§ **The problem**
Each line of the data below that carries the word "shaded" needs to be copied.

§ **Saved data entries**
===============

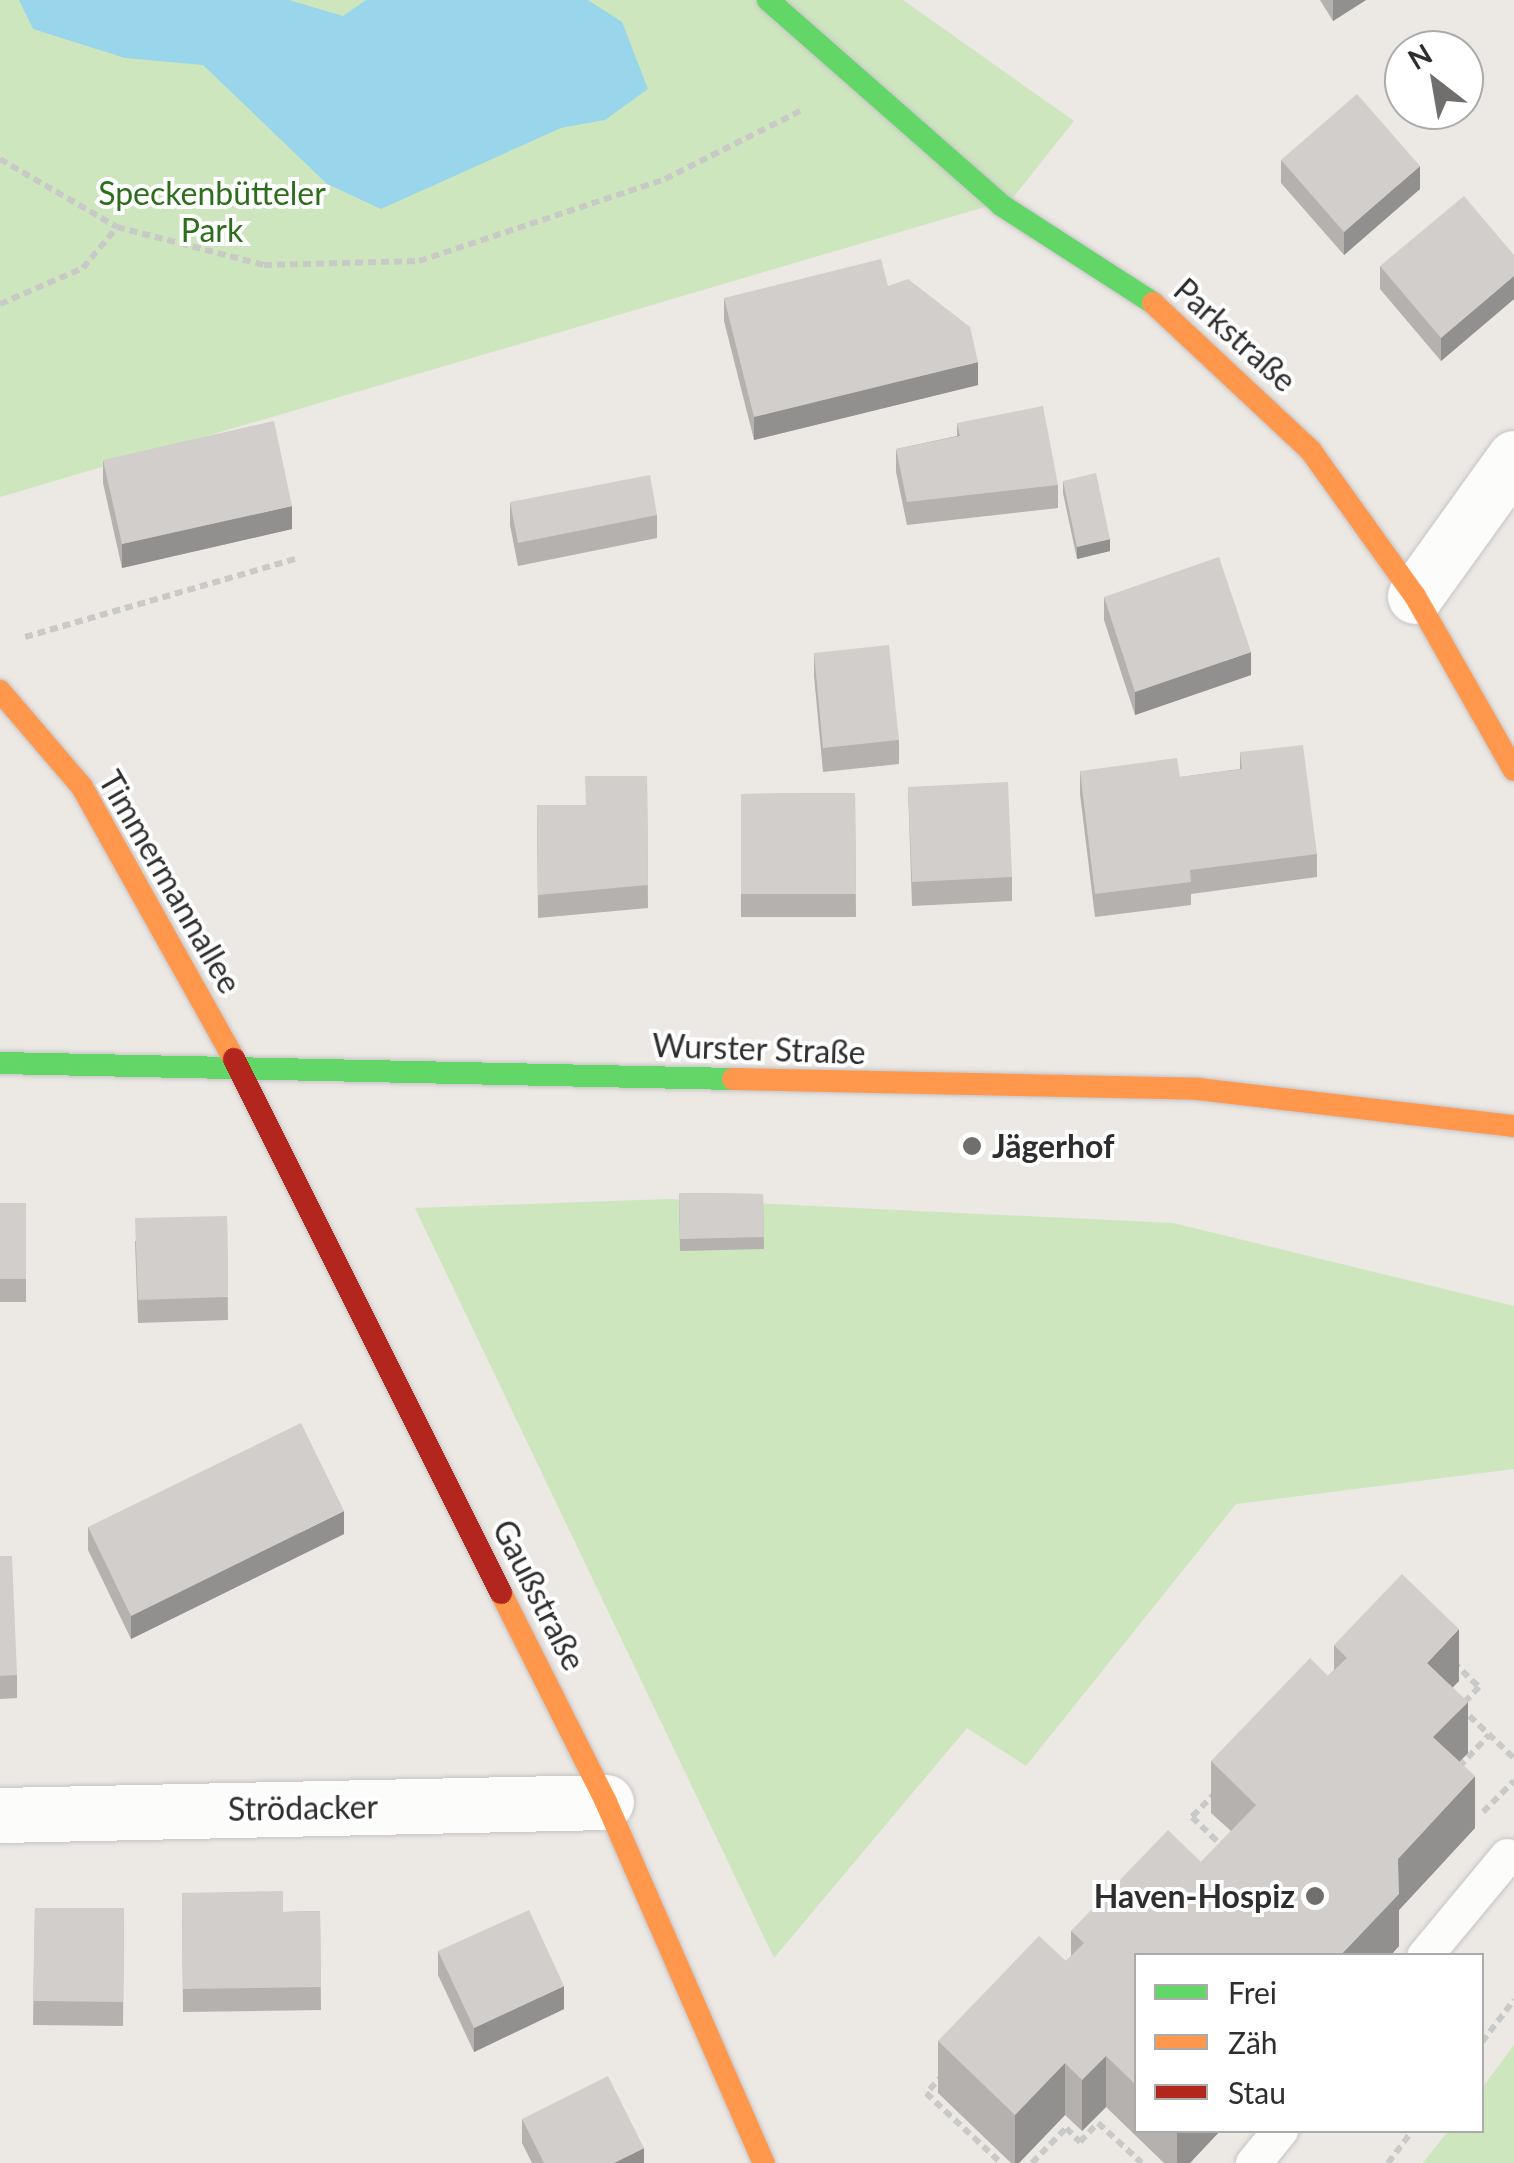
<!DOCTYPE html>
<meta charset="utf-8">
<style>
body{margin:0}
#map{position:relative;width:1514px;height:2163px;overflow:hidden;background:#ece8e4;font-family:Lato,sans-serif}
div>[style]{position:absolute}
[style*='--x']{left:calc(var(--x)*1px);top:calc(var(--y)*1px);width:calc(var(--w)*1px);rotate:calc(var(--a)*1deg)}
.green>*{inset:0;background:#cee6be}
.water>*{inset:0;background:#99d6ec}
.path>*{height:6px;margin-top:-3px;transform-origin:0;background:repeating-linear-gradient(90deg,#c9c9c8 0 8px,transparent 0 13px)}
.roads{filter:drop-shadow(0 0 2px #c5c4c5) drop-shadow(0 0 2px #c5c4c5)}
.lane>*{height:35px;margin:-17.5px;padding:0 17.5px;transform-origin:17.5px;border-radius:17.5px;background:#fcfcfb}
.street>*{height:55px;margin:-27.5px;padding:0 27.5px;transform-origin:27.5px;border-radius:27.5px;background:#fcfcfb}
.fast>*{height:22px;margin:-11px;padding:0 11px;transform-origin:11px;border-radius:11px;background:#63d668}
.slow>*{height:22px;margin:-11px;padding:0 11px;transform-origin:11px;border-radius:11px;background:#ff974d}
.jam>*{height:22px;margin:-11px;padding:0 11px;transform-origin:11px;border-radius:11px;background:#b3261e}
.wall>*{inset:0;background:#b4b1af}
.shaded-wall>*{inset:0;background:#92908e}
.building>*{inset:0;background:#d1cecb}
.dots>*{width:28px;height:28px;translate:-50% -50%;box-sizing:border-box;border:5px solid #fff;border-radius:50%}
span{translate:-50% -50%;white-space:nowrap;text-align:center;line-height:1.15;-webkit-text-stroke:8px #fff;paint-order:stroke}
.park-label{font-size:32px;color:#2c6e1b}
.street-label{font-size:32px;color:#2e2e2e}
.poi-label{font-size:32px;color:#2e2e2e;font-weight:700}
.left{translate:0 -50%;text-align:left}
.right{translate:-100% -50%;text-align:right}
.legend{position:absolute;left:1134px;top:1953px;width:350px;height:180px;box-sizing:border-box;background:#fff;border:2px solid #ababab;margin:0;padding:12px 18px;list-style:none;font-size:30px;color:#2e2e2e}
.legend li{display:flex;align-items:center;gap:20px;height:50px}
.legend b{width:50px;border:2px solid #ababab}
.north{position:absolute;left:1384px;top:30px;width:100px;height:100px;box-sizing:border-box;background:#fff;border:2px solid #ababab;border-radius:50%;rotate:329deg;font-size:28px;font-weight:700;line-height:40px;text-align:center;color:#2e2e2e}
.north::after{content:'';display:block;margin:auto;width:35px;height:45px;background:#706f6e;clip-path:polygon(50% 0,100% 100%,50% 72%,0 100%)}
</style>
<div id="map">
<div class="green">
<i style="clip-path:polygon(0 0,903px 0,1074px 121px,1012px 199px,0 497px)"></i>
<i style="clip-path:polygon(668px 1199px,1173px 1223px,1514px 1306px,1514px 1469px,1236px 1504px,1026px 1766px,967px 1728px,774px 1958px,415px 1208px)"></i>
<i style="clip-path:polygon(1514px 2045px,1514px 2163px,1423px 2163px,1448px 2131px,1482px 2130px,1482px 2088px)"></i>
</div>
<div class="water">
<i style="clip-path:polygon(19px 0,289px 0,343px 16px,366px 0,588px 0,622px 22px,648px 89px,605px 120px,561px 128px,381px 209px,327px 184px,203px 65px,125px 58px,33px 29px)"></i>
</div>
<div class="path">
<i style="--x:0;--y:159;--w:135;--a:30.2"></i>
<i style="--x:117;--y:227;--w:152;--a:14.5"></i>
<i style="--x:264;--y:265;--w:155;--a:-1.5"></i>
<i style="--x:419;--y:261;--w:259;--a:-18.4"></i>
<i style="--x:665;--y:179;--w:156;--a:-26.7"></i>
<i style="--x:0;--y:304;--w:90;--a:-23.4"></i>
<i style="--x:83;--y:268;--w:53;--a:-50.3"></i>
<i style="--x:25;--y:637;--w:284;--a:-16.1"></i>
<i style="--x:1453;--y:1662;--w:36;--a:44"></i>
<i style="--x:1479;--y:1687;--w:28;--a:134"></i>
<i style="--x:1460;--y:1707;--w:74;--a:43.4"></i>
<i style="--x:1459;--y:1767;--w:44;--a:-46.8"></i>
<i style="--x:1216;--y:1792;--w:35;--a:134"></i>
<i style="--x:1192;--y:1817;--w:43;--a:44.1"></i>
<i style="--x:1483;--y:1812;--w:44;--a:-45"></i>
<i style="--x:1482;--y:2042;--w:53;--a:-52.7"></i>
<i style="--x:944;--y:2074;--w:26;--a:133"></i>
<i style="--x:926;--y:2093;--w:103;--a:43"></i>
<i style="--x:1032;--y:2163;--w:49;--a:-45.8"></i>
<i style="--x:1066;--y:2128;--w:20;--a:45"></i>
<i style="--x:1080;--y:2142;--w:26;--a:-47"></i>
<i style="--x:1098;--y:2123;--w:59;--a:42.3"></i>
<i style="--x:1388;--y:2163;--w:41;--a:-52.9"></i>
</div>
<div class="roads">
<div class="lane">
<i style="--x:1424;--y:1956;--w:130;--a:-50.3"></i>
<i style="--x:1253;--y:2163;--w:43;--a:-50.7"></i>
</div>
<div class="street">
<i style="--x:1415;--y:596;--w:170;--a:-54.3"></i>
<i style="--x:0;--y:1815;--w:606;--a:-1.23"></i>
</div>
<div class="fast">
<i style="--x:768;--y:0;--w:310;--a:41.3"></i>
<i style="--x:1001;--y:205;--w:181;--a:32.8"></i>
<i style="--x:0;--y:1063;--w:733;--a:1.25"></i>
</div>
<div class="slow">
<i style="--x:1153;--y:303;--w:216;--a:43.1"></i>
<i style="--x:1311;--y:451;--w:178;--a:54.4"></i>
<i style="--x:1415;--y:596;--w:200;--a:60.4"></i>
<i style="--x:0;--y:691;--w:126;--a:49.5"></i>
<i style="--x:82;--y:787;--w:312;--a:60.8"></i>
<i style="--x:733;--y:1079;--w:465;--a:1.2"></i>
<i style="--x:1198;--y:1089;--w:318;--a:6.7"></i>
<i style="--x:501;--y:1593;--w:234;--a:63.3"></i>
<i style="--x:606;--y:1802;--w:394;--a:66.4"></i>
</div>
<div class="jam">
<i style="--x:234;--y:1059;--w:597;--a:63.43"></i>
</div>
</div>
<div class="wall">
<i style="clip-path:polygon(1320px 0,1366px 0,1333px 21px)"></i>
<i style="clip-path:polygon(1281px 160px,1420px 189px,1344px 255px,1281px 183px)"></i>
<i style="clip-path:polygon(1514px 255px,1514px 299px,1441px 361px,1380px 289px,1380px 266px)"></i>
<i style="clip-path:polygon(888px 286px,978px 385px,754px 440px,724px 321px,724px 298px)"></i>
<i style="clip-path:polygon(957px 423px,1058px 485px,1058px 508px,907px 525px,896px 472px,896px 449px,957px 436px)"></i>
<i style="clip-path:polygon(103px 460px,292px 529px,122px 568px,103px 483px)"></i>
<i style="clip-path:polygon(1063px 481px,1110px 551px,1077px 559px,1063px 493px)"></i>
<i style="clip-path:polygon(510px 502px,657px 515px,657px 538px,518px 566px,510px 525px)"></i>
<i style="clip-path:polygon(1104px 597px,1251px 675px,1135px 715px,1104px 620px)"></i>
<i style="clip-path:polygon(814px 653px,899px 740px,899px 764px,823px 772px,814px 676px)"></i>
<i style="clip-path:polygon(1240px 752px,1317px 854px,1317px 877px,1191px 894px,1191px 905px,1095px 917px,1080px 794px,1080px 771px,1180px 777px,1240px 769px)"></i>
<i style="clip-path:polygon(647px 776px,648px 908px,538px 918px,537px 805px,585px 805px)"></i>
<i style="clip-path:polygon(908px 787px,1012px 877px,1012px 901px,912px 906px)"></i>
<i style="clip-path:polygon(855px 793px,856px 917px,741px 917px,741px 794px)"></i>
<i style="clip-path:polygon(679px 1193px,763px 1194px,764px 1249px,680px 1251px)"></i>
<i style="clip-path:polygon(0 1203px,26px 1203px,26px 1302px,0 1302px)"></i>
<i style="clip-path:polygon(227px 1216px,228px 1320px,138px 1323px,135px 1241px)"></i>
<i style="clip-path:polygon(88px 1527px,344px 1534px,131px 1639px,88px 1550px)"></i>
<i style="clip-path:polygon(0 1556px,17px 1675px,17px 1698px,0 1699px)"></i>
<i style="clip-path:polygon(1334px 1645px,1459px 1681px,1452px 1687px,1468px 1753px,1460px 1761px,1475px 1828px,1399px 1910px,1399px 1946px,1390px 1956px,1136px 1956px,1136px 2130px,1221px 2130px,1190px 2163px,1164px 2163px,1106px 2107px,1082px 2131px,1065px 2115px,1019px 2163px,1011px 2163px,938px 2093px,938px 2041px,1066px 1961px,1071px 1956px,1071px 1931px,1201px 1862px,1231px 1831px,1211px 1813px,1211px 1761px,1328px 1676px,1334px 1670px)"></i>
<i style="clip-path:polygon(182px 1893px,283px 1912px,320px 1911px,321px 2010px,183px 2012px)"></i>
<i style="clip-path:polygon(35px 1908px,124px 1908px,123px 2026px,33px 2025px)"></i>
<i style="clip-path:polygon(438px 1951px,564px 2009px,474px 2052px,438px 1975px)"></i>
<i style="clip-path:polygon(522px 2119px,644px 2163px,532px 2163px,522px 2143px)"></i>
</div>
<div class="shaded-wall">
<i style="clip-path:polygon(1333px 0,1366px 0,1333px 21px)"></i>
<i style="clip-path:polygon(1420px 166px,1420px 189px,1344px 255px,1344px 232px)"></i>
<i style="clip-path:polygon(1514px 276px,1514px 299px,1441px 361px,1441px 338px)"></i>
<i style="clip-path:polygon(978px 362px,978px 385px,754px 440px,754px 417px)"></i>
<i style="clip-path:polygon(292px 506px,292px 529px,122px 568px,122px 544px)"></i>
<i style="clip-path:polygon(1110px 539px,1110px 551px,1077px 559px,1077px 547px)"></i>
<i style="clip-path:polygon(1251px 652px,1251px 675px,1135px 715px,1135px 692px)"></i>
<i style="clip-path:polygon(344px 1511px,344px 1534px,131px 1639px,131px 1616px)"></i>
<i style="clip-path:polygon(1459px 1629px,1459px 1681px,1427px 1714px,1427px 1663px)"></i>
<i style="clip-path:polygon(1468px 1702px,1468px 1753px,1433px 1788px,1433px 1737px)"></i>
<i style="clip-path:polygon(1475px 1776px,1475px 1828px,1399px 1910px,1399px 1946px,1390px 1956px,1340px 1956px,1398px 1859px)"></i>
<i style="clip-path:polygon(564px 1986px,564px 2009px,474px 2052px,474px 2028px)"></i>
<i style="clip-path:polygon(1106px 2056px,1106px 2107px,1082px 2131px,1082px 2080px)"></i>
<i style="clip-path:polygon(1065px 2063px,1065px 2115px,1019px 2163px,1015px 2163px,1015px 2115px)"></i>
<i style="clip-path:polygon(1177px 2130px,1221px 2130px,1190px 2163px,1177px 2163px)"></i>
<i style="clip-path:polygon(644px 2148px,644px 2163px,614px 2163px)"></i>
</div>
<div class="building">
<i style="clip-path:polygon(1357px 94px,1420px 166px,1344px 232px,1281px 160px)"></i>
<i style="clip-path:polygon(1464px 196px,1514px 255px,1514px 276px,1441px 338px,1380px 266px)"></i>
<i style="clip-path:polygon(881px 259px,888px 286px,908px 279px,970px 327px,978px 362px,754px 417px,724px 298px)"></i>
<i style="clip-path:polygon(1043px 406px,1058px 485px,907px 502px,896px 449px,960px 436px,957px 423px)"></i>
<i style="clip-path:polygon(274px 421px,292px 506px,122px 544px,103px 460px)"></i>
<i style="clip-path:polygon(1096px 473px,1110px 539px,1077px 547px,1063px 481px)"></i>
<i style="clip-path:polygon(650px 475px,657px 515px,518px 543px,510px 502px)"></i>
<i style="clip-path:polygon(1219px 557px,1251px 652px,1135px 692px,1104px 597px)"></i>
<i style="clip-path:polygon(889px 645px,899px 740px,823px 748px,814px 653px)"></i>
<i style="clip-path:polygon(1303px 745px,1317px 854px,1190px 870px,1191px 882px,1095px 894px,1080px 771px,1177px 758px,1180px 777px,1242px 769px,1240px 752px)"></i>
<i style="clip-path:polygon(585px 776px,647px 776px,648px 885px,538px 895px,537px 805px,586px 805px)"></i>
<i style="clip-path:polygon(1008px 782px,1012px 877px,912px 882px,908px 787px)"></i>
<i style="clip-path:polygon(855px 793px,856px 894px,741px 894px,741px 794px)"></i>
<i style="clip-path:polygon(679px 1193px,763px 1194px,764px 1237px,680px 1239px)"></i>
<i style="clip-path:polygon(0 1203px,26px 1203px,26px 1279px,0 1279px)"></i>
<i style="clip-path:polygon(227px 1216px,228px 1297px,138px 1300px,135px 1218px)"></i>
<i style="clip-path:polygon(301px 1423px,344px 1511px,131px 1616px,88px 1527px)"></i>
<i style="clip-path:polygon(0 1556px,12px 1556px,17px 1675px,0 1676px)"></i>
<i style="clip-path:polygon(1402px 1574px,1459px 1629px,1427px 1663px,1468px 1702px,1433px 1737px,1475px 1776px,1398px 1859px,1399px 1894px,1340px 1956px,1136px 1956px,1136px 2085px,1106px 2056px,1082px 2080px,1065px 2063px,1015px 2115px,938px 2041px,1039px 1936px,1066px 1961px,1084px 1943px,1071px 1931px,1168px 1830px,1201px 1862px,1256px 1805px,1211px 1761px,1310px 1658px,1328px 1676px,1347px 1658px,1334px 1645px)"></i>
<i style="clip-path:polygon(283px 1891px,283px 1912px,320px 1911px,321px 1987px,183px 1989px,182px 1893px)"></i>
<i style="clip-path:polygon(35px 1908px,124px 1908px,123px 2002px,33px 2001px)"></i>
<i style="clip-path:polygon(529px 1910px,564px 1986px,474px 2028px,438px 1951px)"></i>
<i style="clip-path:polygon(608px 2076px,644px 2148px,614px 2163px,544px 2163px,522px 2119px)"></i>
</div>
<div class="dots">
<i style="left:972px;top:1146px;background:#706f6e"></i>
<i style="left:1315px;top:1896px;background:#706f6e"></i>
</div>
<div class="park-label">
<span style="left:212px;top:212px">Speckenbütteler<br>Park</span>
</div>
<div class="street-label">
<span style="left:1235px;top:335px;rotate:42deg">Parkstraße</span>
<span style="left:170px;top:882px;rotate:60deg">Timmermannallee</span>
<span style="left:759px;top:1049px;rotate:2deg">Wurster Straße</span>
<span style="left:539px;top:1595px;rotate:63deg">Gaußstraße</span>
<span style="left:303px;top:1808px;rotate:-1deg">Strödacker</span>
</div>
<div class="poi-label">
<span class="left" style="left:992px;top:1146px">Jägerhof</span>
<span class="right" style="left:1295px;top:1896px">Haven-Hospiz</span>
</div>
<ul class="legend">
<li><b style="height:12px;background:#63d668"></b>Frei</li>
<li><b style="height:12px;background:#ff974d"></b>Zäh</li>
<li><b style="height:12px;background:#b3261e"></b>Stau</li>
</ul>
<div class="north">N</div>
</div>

===============

§ **Answer for this exercise**
.shaded-wall>*{inset:0;background:#92908e}
<div class="shaded-wall">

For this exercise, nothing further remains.